А я это истолковываю так, что если доктор даже и задумается, как бы меня наказать, то ему жалко своих трудов по починке моей «книги рецептов». И замыслов на мой счет – зачем-то он же меня учил? И про электрон, откуда он берется, обещал когда-нибудь рассказать, и я не премину об этом напомнить! Так что, авось, не так уж сильно накажет.
Должно же ему быть жалко если не меня, так своих усилий по моему спасению?

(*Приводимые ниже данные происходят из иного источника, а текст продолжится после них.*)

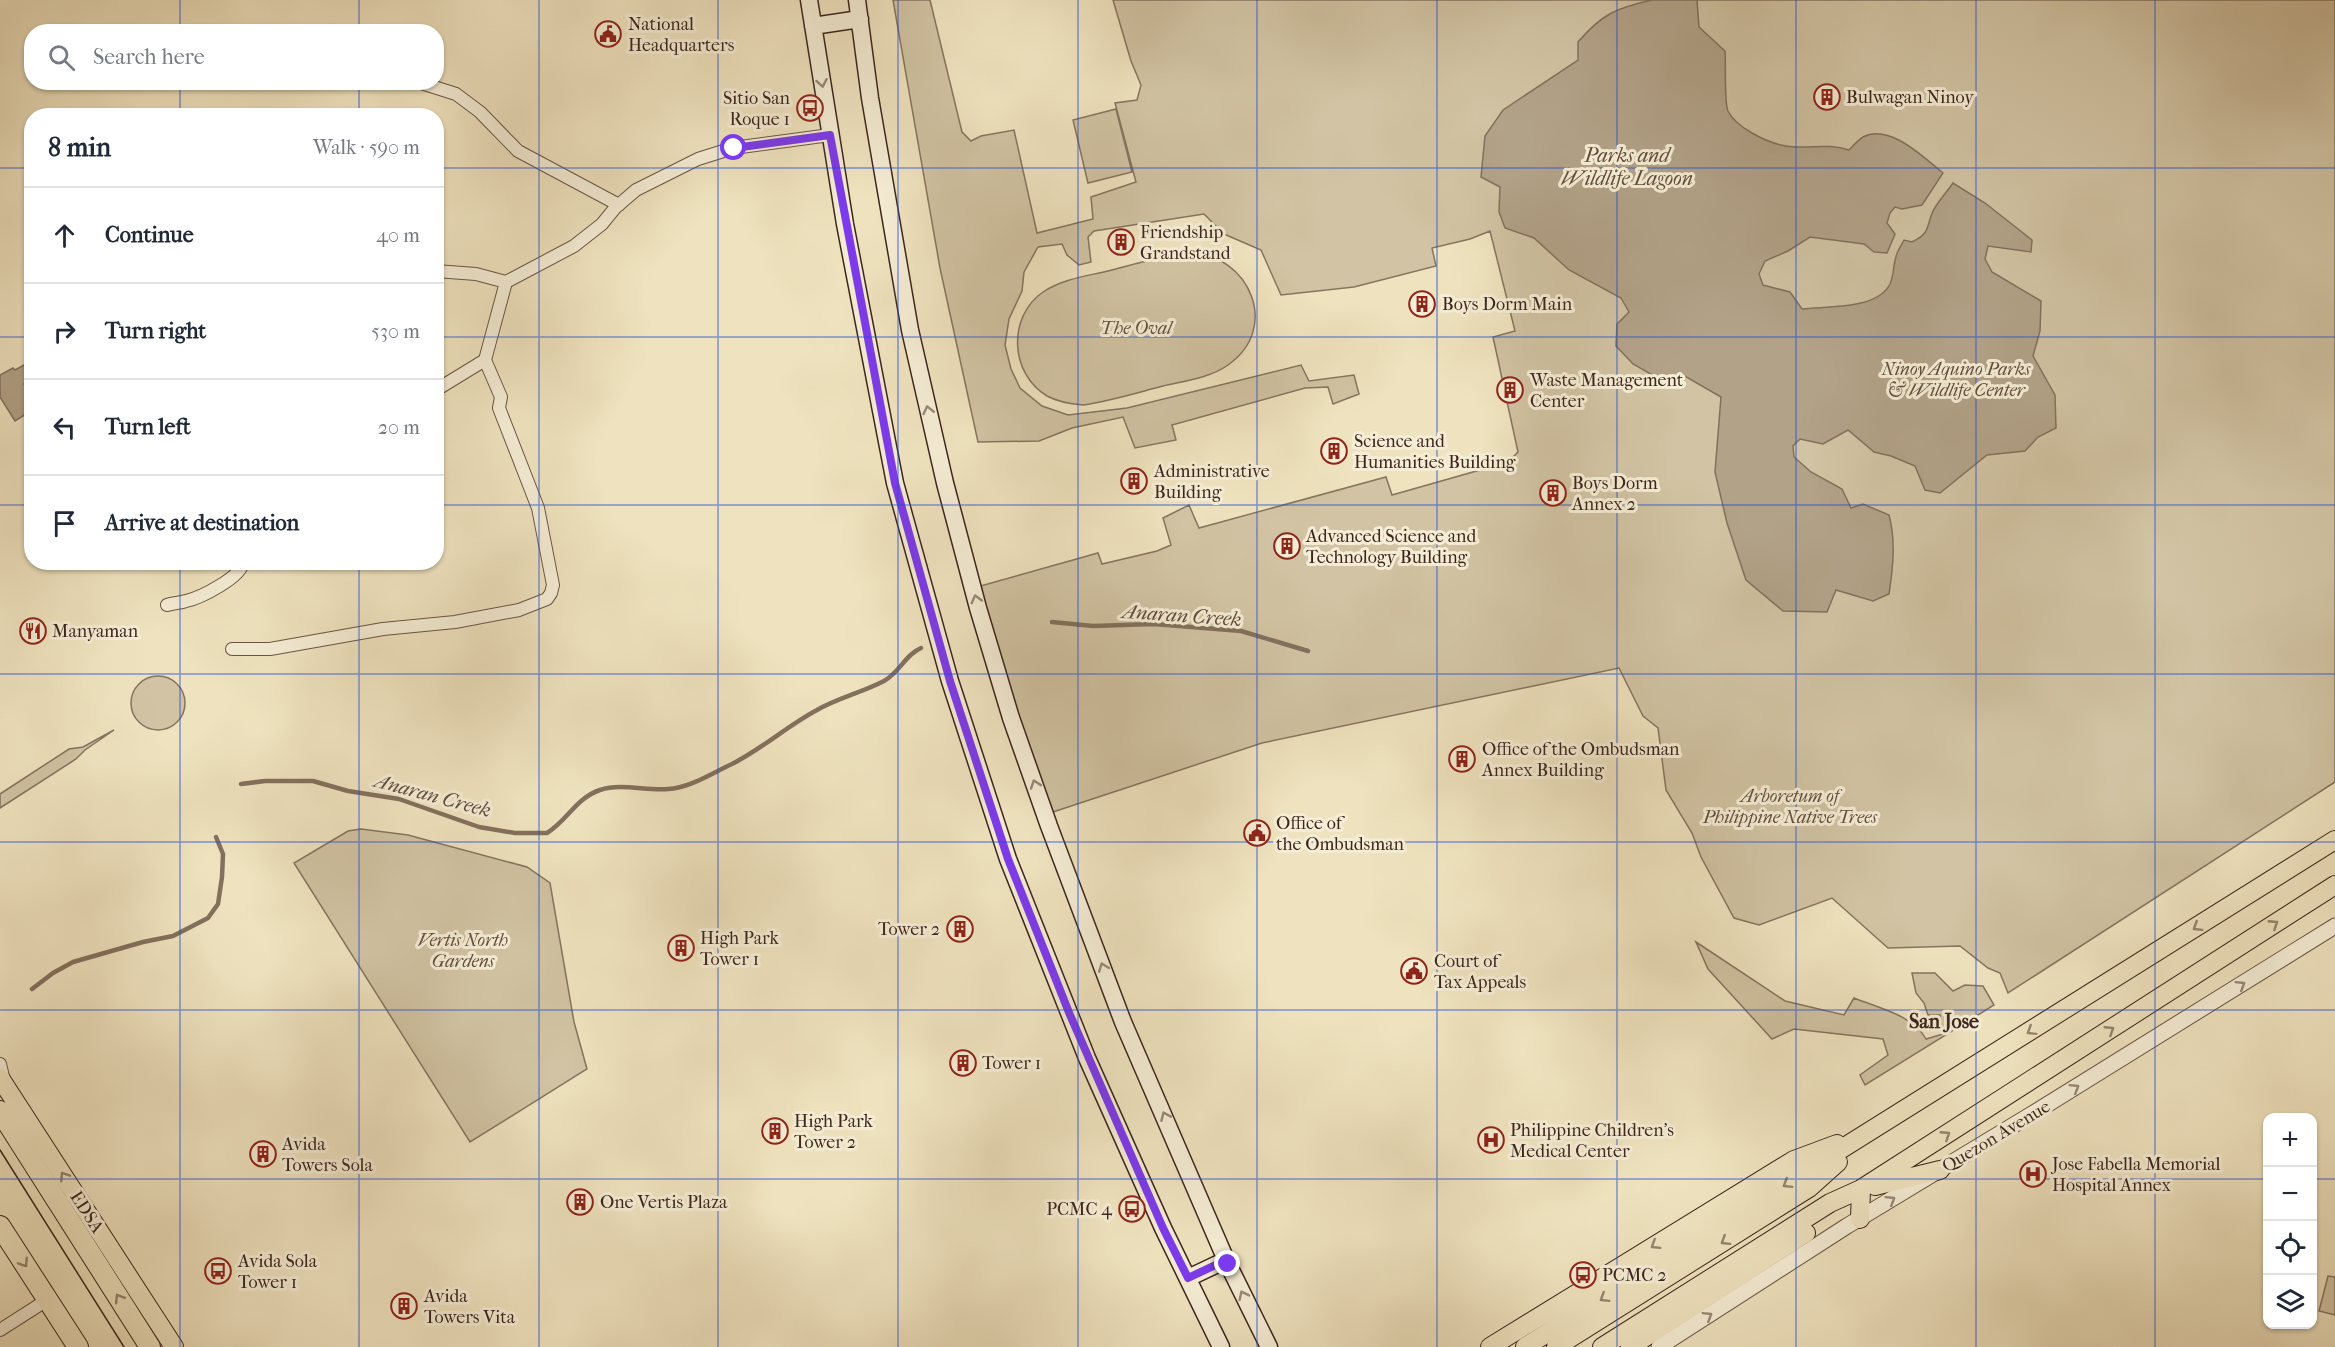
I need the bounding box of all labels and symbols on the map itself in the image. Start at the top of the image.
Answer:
place label: National Headquarters [628,14,735,56]
public building icon: National Headquarters [593,19,623,49]
one-way arrow [815,78,828,88]
building icon: Bulwagan Ninoy [1812,82,1842,112]
place label: Bulwagan Ninoy [1846,87,1975,108]
place label: Sitio San Roque 1 [723,88,791,130]
bus stop icon: Sitio San Roque 1 [795,93,825,123]
route start [720,134,746,160]
water label: Parks and Wildlife Lagoon [1561,144,1693,190]
place label: Friendship Grandstand [1140,222,1231,264]
building icon: Friendship Grandstand [1106,227,1136,257]
building icon: Boys Dorm Main [1407,289,1437,319]
place label: Boys Dorm Main [1442,294,1573,315]
park label: The Oval [1100,318,1174,339]
park label: Ninoy Aquino Parks & Wildlife Center [1881,359,2031,401]
place label: Waste Management Center [1529,370,1684,412]
building icon: Waste Management Center [1495,375,1525,405]
one-way arrow [922,405,935,415]
place label: Science and Humanities Building [1354,431,1516,473]
building icon: Science and Humanities Building [1319,436,1349,466]
place label: Administrative Building [1153,461,1270,503]
building icon: Administrative Building [1119,466,1149,496]
place label: Boys Dorm Annex 2 [1571,473,1658,515]
building icon: Boys Dorm Annex 2 [1538,478,1568,508]
place label: Advanced Science and Technology Building [1305,526,1476,568]
building icon: Advanced Science and Technology Building [1272,531,1302,561]
one-way arrow [971,594,983,604]
water label: Anaran Creek [1119,600,1242,631]
restaurant icon: Manyaman [18,616,48,646]
place label: Manyaman [52,621,139,642]
place label: Office of the Ombudsman Annex Building [1481,739,1680,781]
building icon: Office of the Ombudsman Annex Building [1447,744,1477,774]
water label: Anaran Creek [369,768,493,822]
one-way arrow [1029,779,1042,790]
park label: Arboretum of Philippine Native Trees [1702,786,1877,828]
place label: Office of the Ombudsman [1276,813,1405,855]
public building icon: Office of the Ombudsman [1242,818,1272,848]
building icon: Tower 2 [945,914,975,944]
place label: Tower 2 [878,919,940,940]
one-way arrow [2192,920,2203,931]
one-way arrow [2267,920,2278,931]
place label: High Park Tower 1 [700,928,780,970]
park label: Vertis North Gardens [418,930,508,972]
building icon: High Park Tower 1 [666,933,696,963]
place label: Court of Tax Appeals [1434,951,1527,993]
public building icon: Court of Tax Appeals [1399,956,1429,986]
one-way arrow [1098,962,1110,973]
one-way arrow [2234,981,2245,992]
district label: San Jose [1909,1010,1979,1033]
one-way arrow [2027,1024,2038,1035]
one-way arrow [2104,1025,2114,1037]
building icon: Tower 1 [948,1048,978,1078]
place label: Tower 1 [982,1053,1041,1074]
one-way arrow [2069,1083,2079,1095]
street label: Quezon Avenue [1938,1096,2054,1177]
place label: High Park Tower 2 [794,1111,874,1153]
one-way arrow [1160,1111,1172,1122]
building icon: High Park Tower 2 [760,1116,790,1146]
place label: Philippine Children's Medical Center [1510,1120,1674,1162]
hospital icon: Philippine Children's Medical Center [1476,1125,1506,1155]
one-way arrow [1939,1131,1950,1142]
place label: Avida Towers Sola [281,1134,374,1176]
building icon: Avida Towers Sola [248,1139,278,1169]
place label: Jose Fabella Memorial Hospital Annex [2050,1154,2221,1196]
hospital icon: Jose Fabella Memorial Hospital Annex [2018,1159,2048,1189]
one-way arrow [60,1172,71,1183]
one-way arrow [1783,1176,1793,1188]
street label: EDSA [65,1187,108,1237]
building icon: One Vertis Plaza [565,1187,595,1217]
place label: One Vertis Plaza [600,1192,728,1213]
bus stop icon: PCMC 4 [1117,1194,1147,1224]
one-way arrow [1885,1196,1895,1208]
place label: PCMC 4 [1046,1199,1112,1220]
one-way arrow [1721,1233,1731,1245]
one-way arrow [1651,1238,1661,1250]
route end [1214,1250,1240,1276]
place label: Avida Sola Tower 1 [237,1251,318,1293]
one-way arrow [16,1256,27,1267]
bus stop icon: Avida Sola Tower 1 [203,1256,233,1286]
bus stop icon: PCMC 2 [1568,1260,1598,1290]
place label: PCMC 2 [1602,1265,1666,1286]
place label: Avida Towers Vita [423,1286,516,1328]
one-way arrow [1239,1290,1250,1301]
one-way arrow [1600,1290,1610,1302]
building icon: Avida Towers Vita [389,1291,419,1321]
one-way arrow [115,1294,126,1305]
one-way arrow [1702,1311,1712,1323]

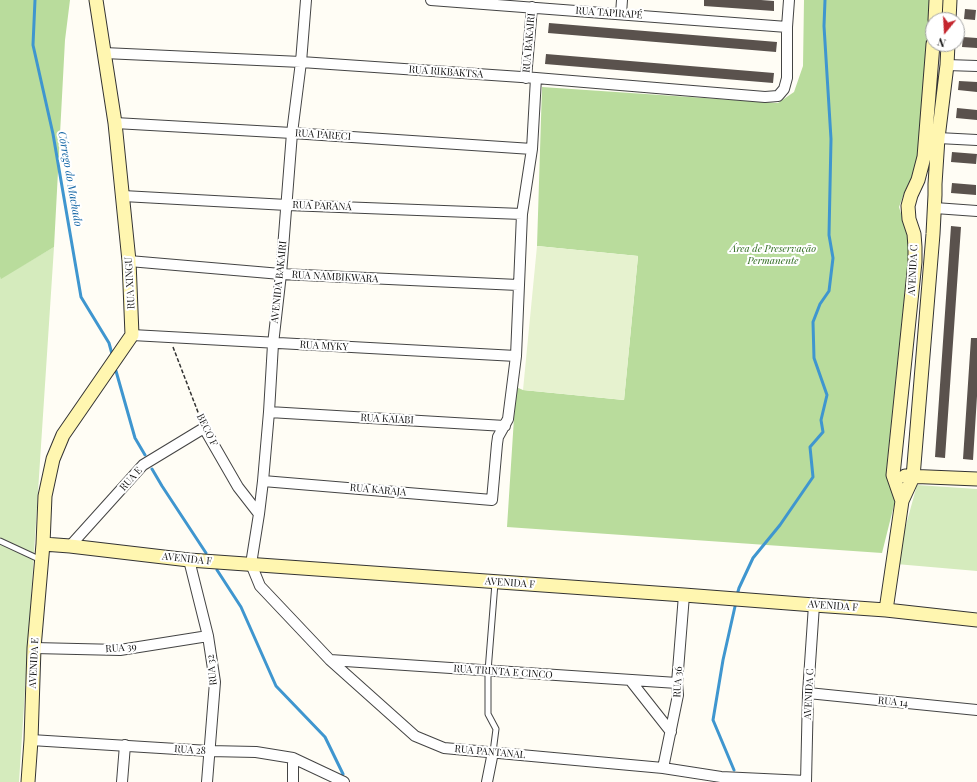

Кстати! Я же ему сказала про Агнес Бернауэр… кажется, что-то насчет того, что он, похоже, взялся не за свое дело – продолжать наказание, назначенное инквизицией, вот как, вопреки обычаю, утопили-таки несчастную, когда она выплыла в первый раз. И тут он мне сказал, что насчет нее я могу быть спокойна. Когда ее второй раз утопили, он ее спас. Я аж забыла, что мне же надо его разжалобить и стала расспрашивать. Хотя, кажется, ему это как раз больше понравилось. Так что все к лучшему.
– Как?! – воскликнула я в изумлении.
– Очень просто, притащил под водой водолазный колокол и ее туда подтолкнул. Для этого даже не нужен дракон. Думал, подождем, и можно будет из Дуная потихоньку вылезти. Тогда только одеть ее, коня дать и к мужу направить. Но вижу: толпа что-то не расходится, Агнес трясется, как бы насмерть не простудилась. Да и с состоянием души плоховато. Пришлось все-таки на драконе в замок привезти.